Tuesday, May 25, 2010


Ingredients: butter, white sugar, brown sugar, eggs, flaxseed meal, water, vanilla, flour, salt, baking soda, brewer's yeast, oats, chocolate chips

She thought she had everything she needed at home, but realized that they were out of most of the baking supplies normally kept around. A trip to the store was necessary anyhow, but she ended up going to both of the neighborhood stores (one that catered to a wealthy, healthy crowd and the other just a normal store). She forgot the oats on the first stop into the hippie store so had to go back a second time.

I wonder, she mused, as she walked around the neighborhood in the breezy spring afternoon. The yards were full of flowers and new plants and piles of mulch everywhere, signs that people would be spending the long weekend sprucing up their residences after a long, hard, cold winter. I wonder if anyone will ever do this for me.

Dissolve flaxseed meal in water for five minutes. Cream butter and sugar together. Add eggs, vanilla, and flaxseed meal, combine well.

The backpack was heavy, at least fifteen pounds worth of baking supplies weighing her down as she forced her way home through the cold gusty winds. I should have worn something other than a tank top and shorts, she thought. At least the pack helps keep me from blowing away. People were out on the sidewalks with their dogs, evening constitutionals resulting in perfectly preserved poop, something future generations of archaeologists would be scratching their heads to explain. Why did 21st century Americans worship the feces of companion animals and babies? The thought made her giggle a little, and then the reminder of babies sobered her again. Her project would be in support of a brand new little one, who needed as much help as he could get.

Sift flour, brewer's yeast, baking soda, and salt. Add wet ingredients and mix until well-combined.

She passed the house where the first summer they'd lived in their new place, they'd noticed the young family out playing in the yard. A blond father, a red-haired mother, and two babies, one Asian and one resembling Winston Churchill, both around the same age. She remembered the comment she'd made to him, four years earlier, about how maybe that family had had a hard time concieving, and so they adopted a little boy from another country only to find themselves pregnant halfway through the process. I bet those boys are in kindergarten now, she thought. Wonder if any more siblings ever arrived.

Stir in oats and chocolate chips.

Nearly home, she welcomed the sight of one of the neighborhood roamers, a buff-colored orange tabby who came when she called him. She hadn't seen him in a while; he liked to come around in the yard and tease their male cat, who was indoor only, but he must have spent the winter inside. Orange Kitty, as they nicknamed him, was very friendly. She was sure he had at least a couple of places on the block who would put out food for him. It's hard not to care for a cute, friendly animal, she thought, much like how we're programmed to take care of screaming babies who don't let us sleep.

Drop by teaspoonfuls on parchment-lined baking sheets.

She thought back to all of the blankets and hats and booties she'd made over the years. So many of those babies were children now, and it would be years before they could ask questions about where the blankets had come from. Maybe it's because I had one on my bed when I was little, she thought, made by someone I never met, but it was green and pink and purple and it kept me warm. Maybe that's why I do it. You knit things out of love, hoping that the person for whom you made the thing finds it useful, even if they don't know who you are and maybe never will. And sometimes the families of those babies need extra help.
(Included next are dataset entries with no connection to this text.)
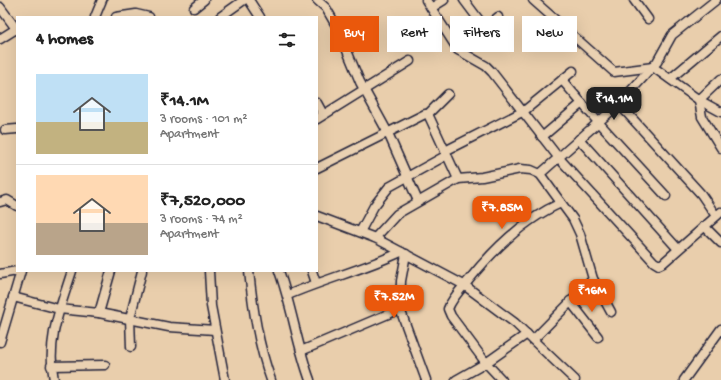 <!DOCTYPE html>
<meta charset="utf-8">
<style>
body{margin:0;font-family:"Gochi Hand",sans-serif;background:#f2f2f2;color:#222;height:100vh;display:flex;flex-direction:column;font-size:15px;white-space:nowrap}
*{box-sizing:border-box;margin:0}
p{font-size:13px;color:#767676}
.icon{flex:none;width:22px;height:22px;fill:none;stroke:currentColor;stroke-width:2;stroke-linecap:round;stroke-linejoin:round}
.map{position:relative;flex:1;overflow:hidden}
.details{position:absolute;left:16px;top:16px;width:302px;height:256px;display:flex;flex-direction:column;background:#fff;border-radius:0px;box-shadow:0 4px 16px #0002}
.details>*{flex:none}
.banner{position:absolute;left:330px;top:16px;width:331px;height:36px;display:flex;gap:8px}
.price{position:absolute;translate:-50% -34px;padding:0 9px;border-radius:8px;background:#ea580c;color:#fff;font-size:13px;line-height:26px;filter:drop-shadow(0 1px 2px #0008)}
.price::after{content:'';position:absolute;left:50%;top:24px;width:12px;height:9px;margin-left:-6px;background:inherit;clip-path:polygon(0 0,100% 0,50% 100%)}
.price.selected{background:#222;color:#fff}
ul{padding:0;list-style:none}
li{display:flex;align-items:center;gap:12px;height:100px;padding:0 20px}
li+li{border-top:1px solid #e0e0e0}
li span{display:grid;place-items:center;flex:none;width:112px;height:80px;border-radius:0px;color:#555}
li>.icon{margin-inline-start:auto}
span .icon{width:48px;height:48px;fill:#fffc;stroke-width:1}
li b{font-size:17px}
h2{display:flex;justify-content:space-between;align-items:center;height:48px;padding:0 20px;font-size:17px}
.tag{padding:0 14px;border-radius:0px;background:#fff;box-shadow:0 4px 16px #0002;font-size:14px;line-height:36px}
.tag.selected{background:#ea580c;color:#fff}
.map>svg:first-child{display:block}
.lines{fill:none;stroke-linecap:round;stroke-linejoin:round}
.minor-casing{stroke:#22223b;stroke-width:11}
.minor{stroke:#ead1b2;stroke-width:8}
</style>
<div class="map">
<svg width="721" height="380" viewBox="0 0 721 380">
<rect width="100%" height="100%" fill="#e9ceac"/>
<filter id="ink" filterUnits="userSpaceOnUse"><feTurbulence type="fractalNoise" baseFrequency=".025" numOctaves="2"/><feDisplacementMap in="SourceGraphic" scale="8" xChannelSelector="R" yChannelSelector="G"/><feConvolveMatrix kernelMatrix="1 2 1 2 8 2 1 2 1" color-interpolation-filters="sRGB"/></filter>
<g filter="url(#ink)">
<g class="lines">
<g class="minor-casing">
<g id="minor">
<path d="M249 0 260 17"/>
<path d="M317 0 326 8 338 29 360 82 388 133 418 201"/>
<path d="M426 0 458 50 486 66 492 72 558 157 654 262 659 265 663 263 721 212"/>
<path d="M464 0 485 28"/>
<path d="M533 0 614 72 653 67 699 100 721 112"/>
<path d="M634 0 648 19"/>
<path d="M0 7 17 30"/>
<path d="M194 8 204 0"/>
<path d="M431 8 444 0"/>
<path d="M95 17 102 0"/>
<path d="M116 17 136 14 149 17"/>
<path d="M220 17 244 0"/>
<path d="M0 39 16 29"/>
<path d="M458 50 498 17"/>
<path d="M670 79 721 36"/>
<path d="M721 79 699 100 702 117 721 148"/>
<path d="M562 80 598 122 666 196"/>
<path d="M317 103 323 114"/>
<path d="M619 104 701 194 716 216"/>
<path d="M428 114 448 94"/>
<path d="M317 119 410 61"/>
<path d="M5 130 17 129"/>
<path d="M542 137 582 103"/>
<path d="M579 139 678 249"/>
<path d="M445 151 524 111 573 71"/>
<path d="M317 168 425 114H428L458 179"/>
<path d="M540 174 619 104 657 62 672 35 716 0"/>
<path d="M0 202 7 200 17 206"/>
<path d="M317 216 375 238 464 285 515 323 575 380"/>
<path d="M704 226 721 243"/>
<path d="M360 232 374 206 389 187 447 155"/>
<path d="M375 238 397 214 458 179 482 177 520 169 531 170 540 174 573 219 580 234 593 279 611 312"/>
<path d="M406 254 401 281 400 309 426 380"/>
<path d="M209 271 211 306 225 380"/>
<path d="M249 271C253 309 258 344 271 380"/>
<path d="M279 271C292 307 297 345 310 380"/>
<path d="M312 271 316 283"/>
<path d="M0 274 17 271"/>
<path d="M288 295C325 279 365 269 401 252"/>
<path d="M13 297 59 309 99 313 169 327 215 330"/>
<path d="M570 301 598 337"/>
<path d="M99 313 111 271"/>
<path d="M533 340 593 279"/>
<path d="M0 342 21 271"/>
<path d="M131 347 130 318 142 271"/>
<path d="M301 351 400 309"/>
<path d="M51 366 105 365"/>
<path d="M54 380C46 340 60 309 72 271"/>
<path d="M456 380 486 363 527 334"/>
<path d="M502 380 486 363 451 316 448 309C452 298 461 289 468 281 493 250 524 219 561 203"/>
<path d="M684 380 721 329"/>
</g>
</g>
<use href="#minor" class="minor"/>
</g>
</g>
</svg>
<b class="price selected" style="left:614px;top:121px">₹14.1M</b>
<b class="price" style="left:502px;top:230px">₹7.85M</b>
<b class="price" style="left:592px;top:313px">₹16M</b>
<b class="price" style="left:394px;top:319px">₹7.52M</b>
<div class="banner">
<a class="tag selected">Buy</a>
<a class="tag">Rent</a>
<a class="tag">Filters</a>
<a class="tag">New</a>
</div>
<section class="details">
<h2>4 homes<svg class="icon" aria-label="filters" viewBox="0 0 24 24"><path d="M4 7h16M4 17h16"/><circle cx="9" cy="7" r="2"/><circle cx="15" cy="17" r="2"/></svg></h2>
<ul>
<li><span style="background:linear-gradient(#bfe0f5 60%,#c2b280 0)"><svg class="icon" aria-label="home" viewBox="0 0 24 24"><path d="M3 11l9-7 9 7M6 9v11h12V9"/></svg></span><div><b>₹14.1M</b><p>3 rooms · 101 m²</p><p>Apartment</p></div></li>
<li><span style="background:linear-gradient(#ffd9b3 60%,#b9a48a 0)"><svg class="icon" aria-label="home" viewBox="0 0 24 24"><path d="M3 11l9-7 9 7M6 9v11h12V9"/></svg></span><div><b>₹7,520,000</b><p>3 rooms · 74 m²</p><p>Apartment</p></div></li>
</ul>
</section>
</div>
Bake at 375F for 8-12 minutes.

This baby, for example, this baby who was only 10 days old and back in the hospital with serious pneumonia. As an outsider, there is only so much you can do to help the people who are hurting. The baby had a charmed existence from the beginning, conceived in love after a beautiful lavish wedding and an adventurous honeymoon to relatively wealthy parents, causing no morning sickness, coming out only 6 days later than scheduled, of average size. He wasn't named something-that-rhymes-with-Aiden or after a medieval profession. But even the best foundations don't necessarily translate to an easy time of it later. The baby's mama wants to breastfeed him after he comes home, and could use some help. So she volunteered.

Makes several dozen cookies. Nursing mothers should eat at least four cookies per day to assist with milk supply.

You feel helpless, sometimes, when a friend is in trouble. Sometimes you just wish there was something, anything, you could do to help. And sometimes there is. Maybe someday, she thought, someone will help me. It will be my turn, and someone will make a blanket. Someone will layer a lasagna. Someone will bake cookies to help me make food for my baby. But today, I'm the one with free hands, and I can bake, and pay it forward, so that if it's ever my turn to need help, someone might be willing to do it for me.


Cate said...

My favorite sentence: "He wasn't named something-that-rhymes-with-Aiden or after a medieval profession."

Also, I was unaware of this lactation cookie phenomenon! I wish it was medically necessary for me to eat 4 cookies a day...

agirlandaboy said...

The good karma you have created will be returned to you big-time, just you wait.